E-Commerce Propelling U.S. Trade Deficit to be Larger Than Norway and Sweden Economies

Thanks to the likes of Amazon, China’s Shein, and the burgeoning business of entrepreneurs advertising on YouTube for goods they sell directly from China, e-commerce is set to push the U.S. trade deficit to $1 trillion soon.

That’s the goods deficit. If it doesn’t happen this year, it will happen next year.  Americans are buying more and more goods from Asia. Those goods often compete directly with American-made goods. As this e-commerce-direct-to-China model picks up steam, it will make less business sense to invest in job-creating manufacturing in the U.S. when you can just hang your shingle on a social media platform and outsource direct sales and manufacturing to China as if it were the 51st state.

To put that trillion-dollar figure in perspective, the U.S. is importing nearly as much as the entire Mexico economy produces, which had a 2019 output of $1.2 trillion, based on World Bank data. Our import value will also be greater than the entire economic output of Norway and Sweden, combined, in 2021.

E-Commerce Clogging Ports, Scaring the Whales

CPA has written about port congestion over the last several months, and the fact that the big global shippers, like Maersk, were sending empty containers back to Asia (as in China) to quickly fill them back up with mostly consumer goods. Consumer goods got a pass in the Trump trade war tariffs. Moreover, e-commerce benefits from de minimis exemptions as any good priced under $800 is not subject to port duties. This is right in the wheelhouse of almost every e-commerce platform, where the average purchases done on sites like Amazon are under $500.

According to SEKO Logistics, e-commerce imports rose more than 230% in the first quarter of 2021 versus the same period in 2020. Shippers were more interested in getting top China dollar for containers than they were in the lower-priced container filled with American soybeans, or some manufactured good.

The ongoing container ship situation, sparked primarily by the multinational shippers and at the benefit of the global manufacturing hub – China – has provided us with another vivid example of why supply chain resilience is imperative.

As physical economies go digital, the virtual economies of the U.S. and China are now merging.

On June 24, The Seattle Times reported that shipping from Asia was coming in at a record pace. One of the port officials posited that it was due to online consumer goods orders – whether it’s a pair of sneakers, or a gas grill.

“This thing happened in the country with nobody going to restaurants or vacations for a year and a half and they had free cash and decided to make Amazon stocks go through the roof,” Fred Felleman, commission president at the Port of Seattle, told the paper. “We have flooded the market and created this inability for the tail to keep up with it, there is this whole ripple effect.”

Container ships coming in from Asian ports are staging out in the harbor for days at a time, waiting for the go-ahead to dock.

Thanks to all the container ship traffic off the coast of Washington, sightings of orcas and gray whales, normally frequent there, have nearly stopped altogether, as whales avoid the area due to all the noise of ship engines. The boat congestion has also cut off the gray whale population from some of their prime spring feeding grounds, the paper reported.

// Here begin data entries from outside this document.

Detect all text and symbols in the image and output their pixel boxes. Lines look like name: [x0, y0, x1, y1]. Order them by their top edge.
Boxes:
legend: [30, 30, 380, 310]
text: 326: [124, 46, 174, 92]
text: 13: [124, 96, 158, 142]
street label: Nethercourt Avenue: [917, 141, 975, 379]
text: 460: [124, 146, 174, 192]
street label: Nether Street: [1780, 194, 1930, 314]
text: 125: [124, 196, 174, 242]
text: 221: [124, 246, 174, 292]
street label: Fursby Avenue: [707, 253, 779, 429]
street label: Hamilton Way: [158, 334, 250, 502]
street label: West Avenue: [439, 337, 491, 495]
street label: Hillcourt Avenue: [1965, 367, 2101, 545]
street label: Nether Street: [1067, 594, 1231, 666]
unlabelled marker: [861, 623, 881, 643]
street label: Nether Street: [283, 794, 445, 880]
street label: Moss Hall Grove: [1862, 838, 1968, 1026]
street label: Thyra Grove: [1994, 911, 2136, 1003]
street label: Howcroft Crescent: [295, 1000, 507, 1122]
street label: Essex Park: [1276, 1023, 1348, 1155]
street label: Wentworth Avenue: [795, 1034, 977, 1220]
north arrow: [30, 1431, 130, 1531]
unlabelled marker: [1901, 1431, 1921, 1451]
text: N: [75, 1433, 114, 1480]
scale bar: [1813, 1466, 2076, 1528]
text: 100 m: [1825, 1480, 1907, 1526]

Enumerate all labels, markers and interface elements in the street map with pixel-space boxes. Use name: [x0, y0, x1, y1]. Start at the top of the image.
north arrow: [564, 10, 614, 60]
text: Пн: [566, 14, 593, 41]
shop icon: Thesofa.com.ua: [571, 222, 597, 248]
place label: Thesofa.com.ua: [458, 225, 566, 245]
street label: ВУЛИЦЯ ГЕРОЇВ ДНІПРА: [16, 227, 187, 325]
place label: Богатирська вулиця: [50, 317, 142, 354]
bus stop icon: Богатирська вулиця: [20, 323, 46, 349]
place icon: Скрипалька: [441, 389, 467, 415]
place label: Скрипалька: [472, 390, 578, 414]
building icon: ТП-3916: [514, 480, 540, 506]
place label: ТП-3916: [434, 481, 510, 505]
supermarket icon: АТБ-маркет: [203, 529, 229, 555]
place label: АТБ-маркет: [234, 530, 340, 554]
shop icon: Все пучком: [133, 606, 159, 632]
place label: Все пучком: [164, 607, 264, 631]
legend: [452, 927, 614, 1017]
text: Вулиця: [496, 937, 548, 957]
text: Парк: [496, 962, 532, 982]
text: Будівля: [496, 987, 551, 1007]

CPA has been arguing that globalization is now a headwind not only for climate change policy makers but also for those who care about the environment. While shipping large amounts of goods by ship is cheap, where those goods are made, how they are made is increasingly important.

Most Americans shopping online do not realize where their products are coming from. Amazon won’t tell you.

The Country of Origin Labeling Online Act (COOL Online) passed as part of the U.S. Innovation and Competition Act in the Senate this month. COOL is now onto the House, where they are debating their own version of the so-called ‘China bill.’  Retail trade lobby groups like the National Retail Federation are against COOL. Amazon is against it. Walmart is against it.

Americans overwhelmingly want to know where the products they buy online are made. But they also want to support products Made in America. The import lobby and large online retailers like Amazon aren’t naïve. They know that efforts like COOL Online could threaten their direct-from-China business model. Thankfully, as of now, it looks like Congress is poised to side with American consumers.

CPA started a petition to see who was in favor of online origin labels. We have gathered 3,185 signatures with 325 companies also signing on. The petition is still open and can be viewed here.

 

 

MADE IN AMERICA.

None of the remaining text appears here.